We walked all over in Boston — from Fenway Park to Commonwealth Ave, to the state capitol to the Public Gardens, to Fanueil Hall, the Aquarium, and Downtown Crossing. On the way back we drove by my house for the 20th time. I decided we had to drive by my house every time we could — it had to do with working up the courage to visiting the neighbors and asking to see my backyard or old room. I eventually worked up the courage today when I saw that their lights were off, their trash cans were still on the curb and there was a package on their doorstep. I rang the doorbell, and when they did not answer I decided to peek into the backyard to see how it looked. The dilapidated swing set my sister and I had played on is long since gone, and there was a much nicer play area instead. The deck my parents had built when we lived there still looked the same, and the small Japanese maple tree my mother had planted in the patio was still there, just much bushier.

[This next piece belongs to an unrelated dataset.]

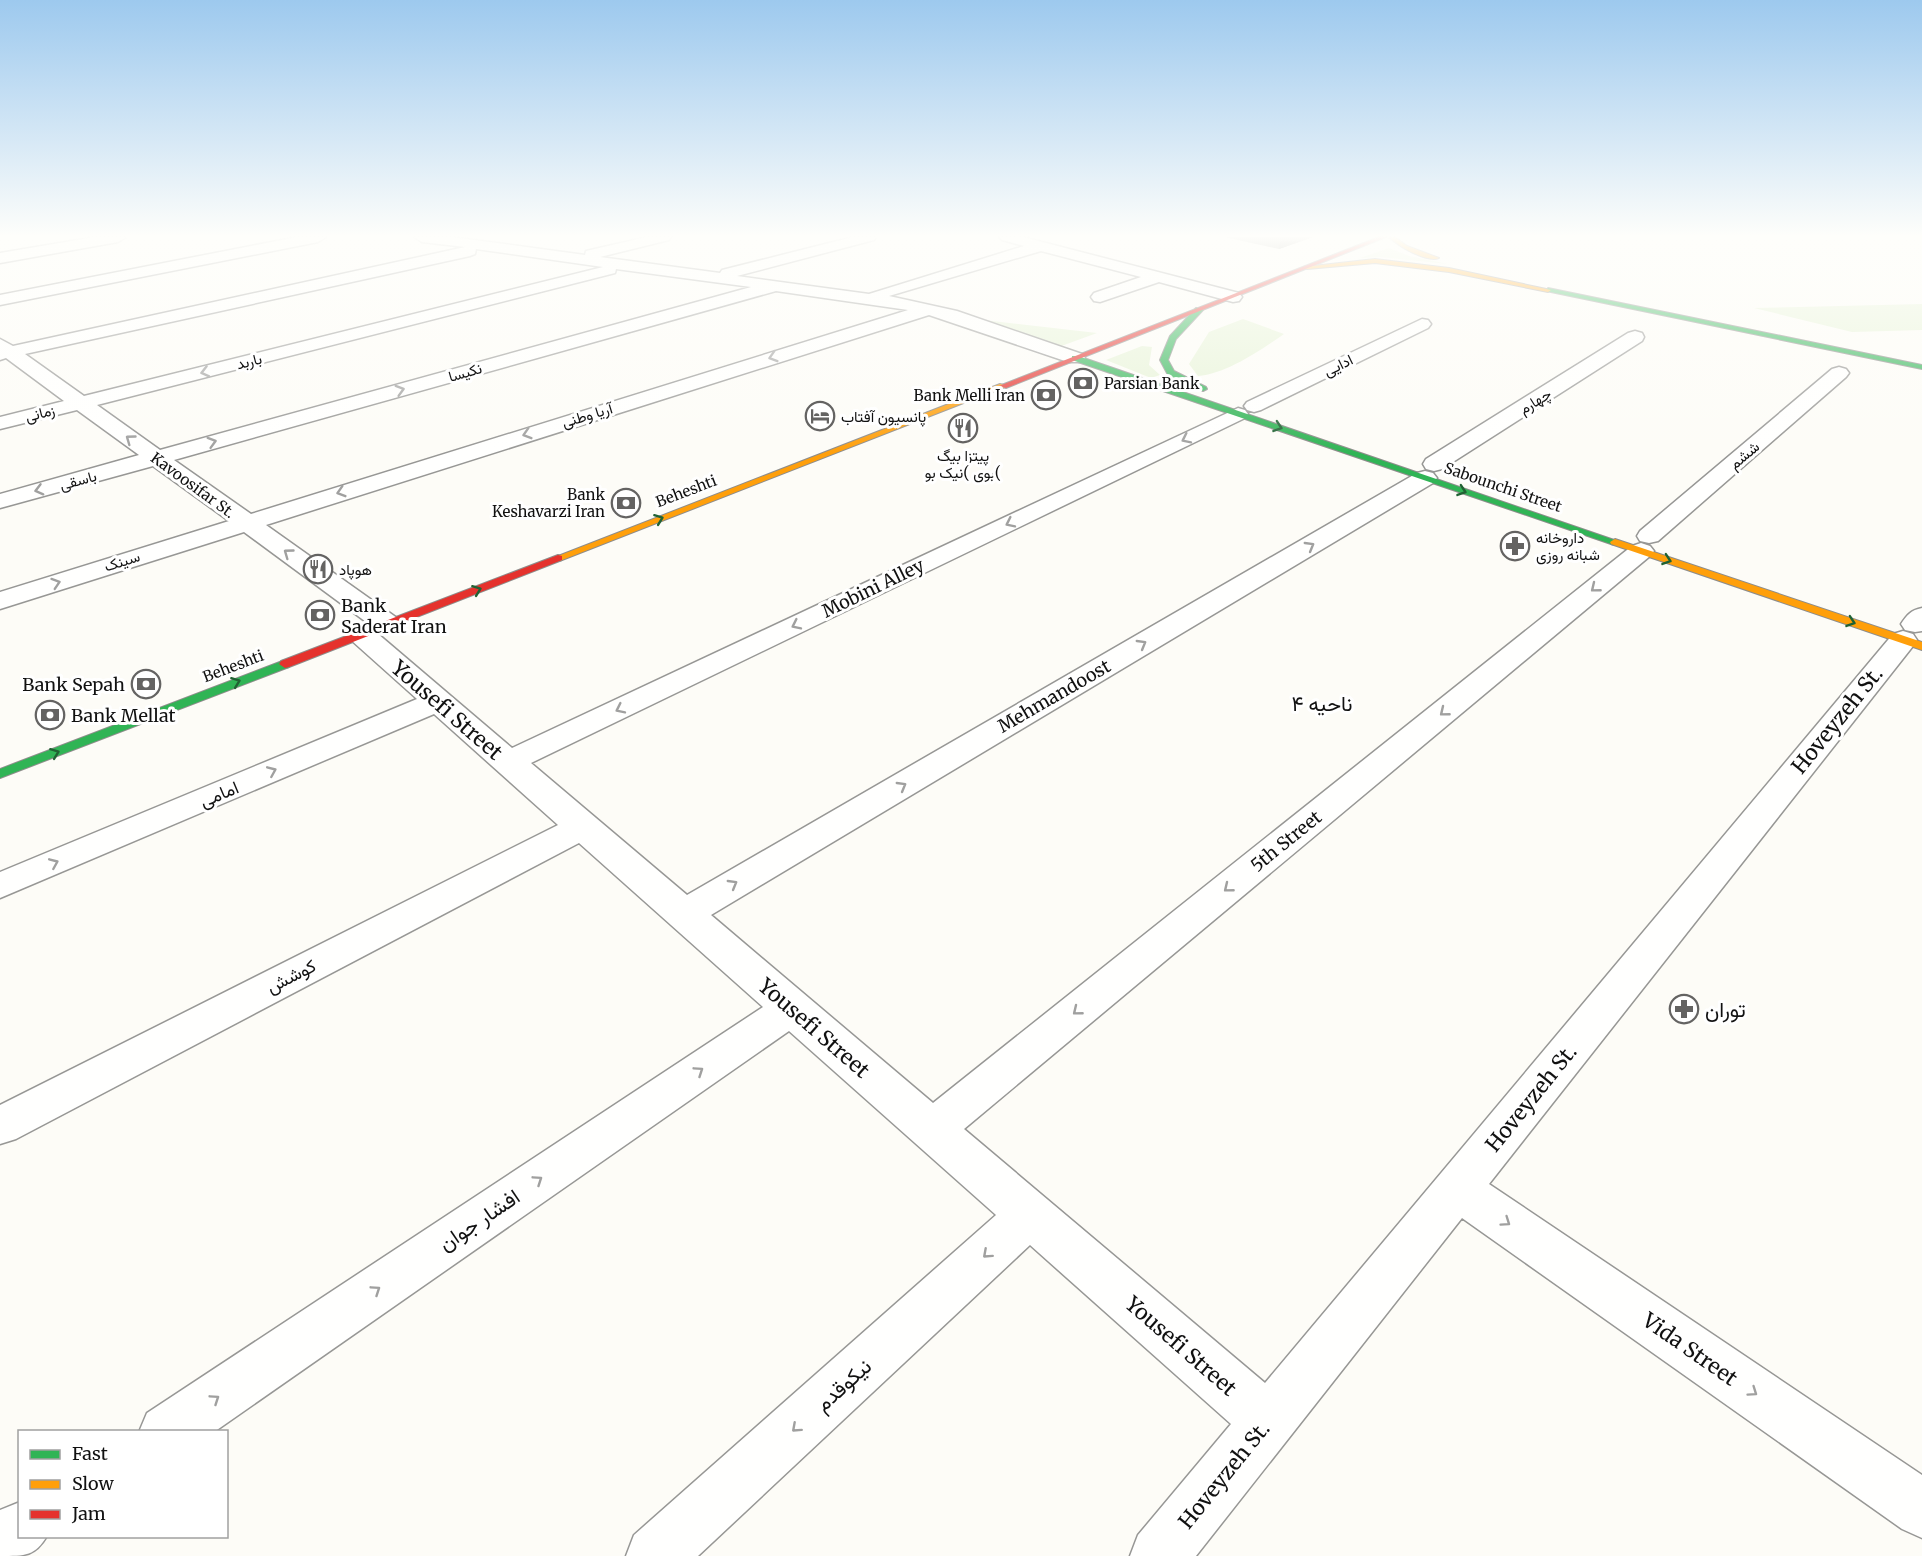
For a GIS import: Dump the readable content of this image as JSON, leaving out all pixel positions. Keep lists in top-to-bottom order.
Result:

It’s nice to revisit Massachusetts, even if it is so far in my past. So many good things happened there — elementary & middle school, learning to ice skate & synchronized skating teams, getting my kitty Belle…

We got Belle because one of our neighbors had 2 big black Labradors, and then decided to add a small kitten to the mix. The dogs and the kitten didn’t get along, so they offered her to us and we were more than willing to take her. This was 1992. She was such a sweet kitten, super friendly and very tolerant of young children pulling her tail or whiskers. She used to play with us in the yard, jumping through the leaf piles we would rake, or follow us through the snow, prancing on top of the snow while we tromped through it. She would jump on the BBQ grill on our deck up to the small roof outside my window and *ping* *ping* on my window screen in the middle of the night until I let her in, and then she would curl up on my bed. I remember the first time we let her outside we opened the big sliding door and she ran directly into the screen door. She was such a good kitty we brought her back to California with us when we moved, and she enjoyed a happy life drinking water from our swimming pool and napping in the California sun. When I visited my old neighbors in Massachusetts, they were shocked to learn our precious Belle was still with us. However, nothing lasts forever and today, after nearly 17 years, my parents decided that in light of Belle’s deteriorating health, it would be better for her to let her sleep.

Belle was my only pet, and she’s been there for nearly 3/4 of my life. I’ve never had another pet, and when I get one someday I hope it will be as precious and special as Belle was. We had her for almost 17 years, and she lived a very happy life where she was well loved and well taken care of. I know she’s been old and sick for awhile, but it’s still sad to know she’s gone, especially since I haven’t seen her for 2 months and I’ve finally gotten to visit the town we got her.

R.I.P. Princess Belle ~ August 1992 – June 8, 2009 I hope there is another kitty out there like you for me.